Day of quarterly on the stock market this Thursday 28 October: from Stellantis to Saipem, from Unicredit to Telecom the accounts of the big companies are preparing to ignite the lists. The economic moment is extremely difficult, between the recovery after the obstacle pandemic and the semiconductor crisis. And so if Stellantis sees revenues for the quarter fall by 14%, Saipem closes the first nine months of the year with a negative gross operating margin of 291 million.
Stellantis, -27% on deliveries
The Stellantis group carried out, in the third quarter, one million and 131 thousand deliveries, down by 27% compared to the same period of 2020 (pro-forma) with the loss of about 600 thousand units, equal to about 30% of the planned production of the third quarter 2021, due to backlog of semiconductors. Net revenues of 32.6 billion euros, down 14% compared to the third quarter of 2020. The automotive multinational confirms the guidance for the whole of 2021. The estimate is an adjusted operating margin of around 10%. The forecast “assumes that there is no further deterioration in semiconductor supplies and that there are no further lockdowns in Europe and the United States.” The company has reviewed the market prospects for the entire year in the areas in which it operates compared to the first half of 2021: North America at + 5% from + 10%; South America + 15% from + 20%; enlarged Europe to + 5% from + 10% and the Middle East and Africa to + 20% from + 15%; while India and Asia Pacific with + 10% and China with + 5% remain unchanged.
“Stellantis’ net revenues in the third quarter reflect the successful combination of recent vehicle launches, which include new electrified offerings, with major commercial and industrial initiatives undertaken by our teams in response to backlog of semiconductors. The guidance for the whole year is therefore confirmed, despite the persistence of poor visibility on the procurement of components ». Thus Richard Palmer, CFO of Stellantis comments on the results achieved by the group in the third quarter of the year.
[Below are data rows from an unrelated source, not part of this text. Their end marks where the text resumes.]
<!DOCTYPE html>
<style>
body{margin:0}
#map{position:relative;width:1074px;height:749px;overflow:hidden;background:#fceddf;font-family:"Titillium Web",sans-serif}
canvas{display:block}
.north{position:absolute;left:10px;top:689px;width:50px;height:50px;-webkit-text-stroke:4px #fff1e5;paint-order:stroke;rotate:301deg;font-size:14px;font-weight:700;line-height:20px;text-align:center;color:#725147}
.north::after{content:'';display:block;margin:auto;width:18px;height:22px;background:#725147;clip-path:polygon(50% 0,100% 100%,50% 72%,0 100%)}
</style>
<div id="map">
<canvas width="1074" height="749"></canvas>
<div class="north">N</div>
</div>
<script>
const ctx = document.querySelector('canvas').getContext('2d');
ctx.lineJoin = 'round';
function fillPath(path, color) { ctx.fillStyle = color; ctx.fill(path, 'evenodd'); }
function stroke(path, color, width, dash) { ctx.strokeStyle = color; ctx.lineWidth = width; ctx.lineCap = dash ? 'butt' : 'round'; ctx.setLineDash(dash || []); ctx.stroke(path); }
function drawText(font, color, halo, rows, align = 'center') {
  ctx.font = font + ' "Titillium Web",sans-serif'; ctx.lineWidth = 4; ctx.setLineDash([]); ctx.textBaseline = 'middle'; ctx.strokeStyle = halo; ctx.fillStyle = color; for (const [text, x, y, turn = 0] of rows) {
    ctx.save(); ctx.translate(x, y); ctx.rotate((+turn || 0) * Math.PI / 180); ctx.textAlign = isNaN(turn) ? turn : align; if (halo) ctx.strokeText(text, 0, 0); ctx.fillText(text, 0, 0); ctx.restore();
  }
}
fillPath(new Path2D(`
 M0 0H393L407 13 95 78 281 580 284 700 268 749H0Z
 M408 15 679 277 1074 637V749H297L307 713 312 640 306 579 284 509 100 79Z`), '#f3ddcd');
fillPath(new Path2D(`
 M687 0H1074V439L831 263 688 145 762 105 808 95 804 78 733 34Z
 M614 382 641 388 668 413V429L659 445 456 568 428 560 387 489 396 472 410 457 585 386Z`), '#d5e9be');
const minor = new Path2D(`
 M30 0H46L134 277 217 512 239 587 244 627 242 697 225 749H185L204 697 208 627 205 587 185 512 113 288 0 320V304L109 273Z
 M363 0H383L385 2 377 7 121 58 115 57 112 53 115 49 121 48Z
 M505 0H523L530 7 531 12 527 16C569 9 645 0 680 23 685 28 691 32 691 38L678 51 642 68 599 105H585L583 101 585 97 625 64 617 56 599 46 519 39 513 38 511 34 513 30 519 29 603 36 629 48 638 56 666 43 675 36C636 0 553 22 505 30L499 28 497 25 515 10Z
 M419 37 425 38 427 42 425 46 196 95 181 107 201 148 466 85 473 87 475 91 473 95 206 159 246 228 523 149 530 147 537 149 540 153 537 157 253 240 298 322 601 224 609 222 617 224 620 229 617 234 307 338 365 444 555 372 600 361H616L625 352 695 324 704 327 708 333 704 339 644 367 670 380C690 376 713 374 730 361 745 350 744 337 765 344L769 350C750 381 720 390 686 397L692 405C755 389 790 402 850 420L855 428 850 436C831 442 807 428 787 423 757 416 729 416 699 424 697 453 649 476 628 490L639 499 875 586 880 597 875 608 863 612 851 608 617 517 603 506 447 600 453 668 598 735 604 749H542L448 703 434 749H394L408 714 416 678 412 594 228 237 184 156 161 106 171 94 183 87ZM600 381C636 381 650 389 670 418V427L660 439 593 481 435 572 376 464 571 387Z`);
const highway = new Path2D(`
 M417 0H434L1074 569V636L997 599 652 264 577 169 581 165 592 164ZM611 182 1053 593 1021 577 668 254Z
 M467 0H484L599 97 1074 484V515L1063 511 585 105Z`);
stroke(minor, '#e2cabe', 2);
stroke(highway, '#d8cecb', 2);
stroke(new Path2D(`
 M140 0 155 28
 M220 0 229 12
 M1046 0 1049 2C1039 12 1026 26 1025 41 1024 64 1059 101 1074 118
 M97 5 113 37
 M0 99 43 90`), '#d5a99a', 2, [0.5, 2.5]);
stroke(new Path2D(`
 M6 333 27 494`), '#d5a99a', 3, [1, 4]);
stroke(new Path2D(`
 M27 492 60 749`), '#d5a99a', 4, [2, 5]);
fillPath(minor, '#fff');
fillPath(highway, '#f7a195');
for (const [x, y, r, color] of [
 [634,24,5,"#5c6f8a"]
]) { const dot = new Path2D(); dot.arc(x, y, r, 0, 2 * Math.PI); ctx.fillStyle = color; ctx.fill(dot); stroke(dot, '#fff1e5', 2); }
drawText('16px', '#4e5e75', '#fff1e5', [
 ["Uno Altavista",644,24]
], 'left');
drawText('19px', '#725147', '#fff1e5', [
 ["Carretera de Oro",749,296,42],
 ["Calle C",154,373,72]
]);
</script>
Volkswagen pays the chip effect: profit -12%
German auto group Volkswagen reported a 12% drop in operating profit to 2.8 billion in the third quarter of 2021, due to the global shortage of semiconductors. The company announced this by communicating the quarterly data. Car sales also fell by 24% compared to an already weak third quarter of 2020, hit by the Covid-19 pandemic, leading to a drop in forecasts for 2021. The Chinese market was “particularly hit” by the lack of components and high customer demand “was not met,” the German group said. “After a record result in the first half of the year, the bottlenecks in semiconductor supply in the third quarter have made it abundantly clear to us that we are not yet resilient enough,” said Chief Financial Officer Arno Antlitz. Due to the shortage, the group, which has outlined an ambitious roadmap to become the world leader in electric vehicle (EV) sales, now expects deliveries in 2021 to be in line with the previous year, while in the quarter. previous years were expected to increase.
St doubles the profit for the quarter
StMicroelectronics closed the third quarter with profits up by 95.6% and revenues up by 19.9%, thanks in particular to strong global demand and despite “lower than expected revenues in the automotive sector, caused by a reduction in activities more marked than expectations in the production plant in Malaysia, due to the pandemic », as explained by the managing director Jean-Marc Chery. In the three months to October 2, the semiconductor group reported net income of $ 474 million, $ 0.51 per share, up from $ 242 million, $ 0.26 per share, for the same period last year. Net revenues amounted to € 3.197 billion. Banca Akros analysts had forecast a net profit of 490 million with revenues of 3.23 billion (the consensus on revenues was 3.2 billion). Gross margin stood at 41.6% (36% in Q3 2020 and 40.5% in Q2 2021), while operating margin rose to 18.9% (12.3% last year) . “Net revenues for the third quarter were broadly at the mid-point of our forecast range of activities, up 6.9% quarter-on-quarter and 19.9% year-over-year. Revenue performance was driven by strong global demand and ongoing programs with our customers in Personal Electronics, ”said Chery.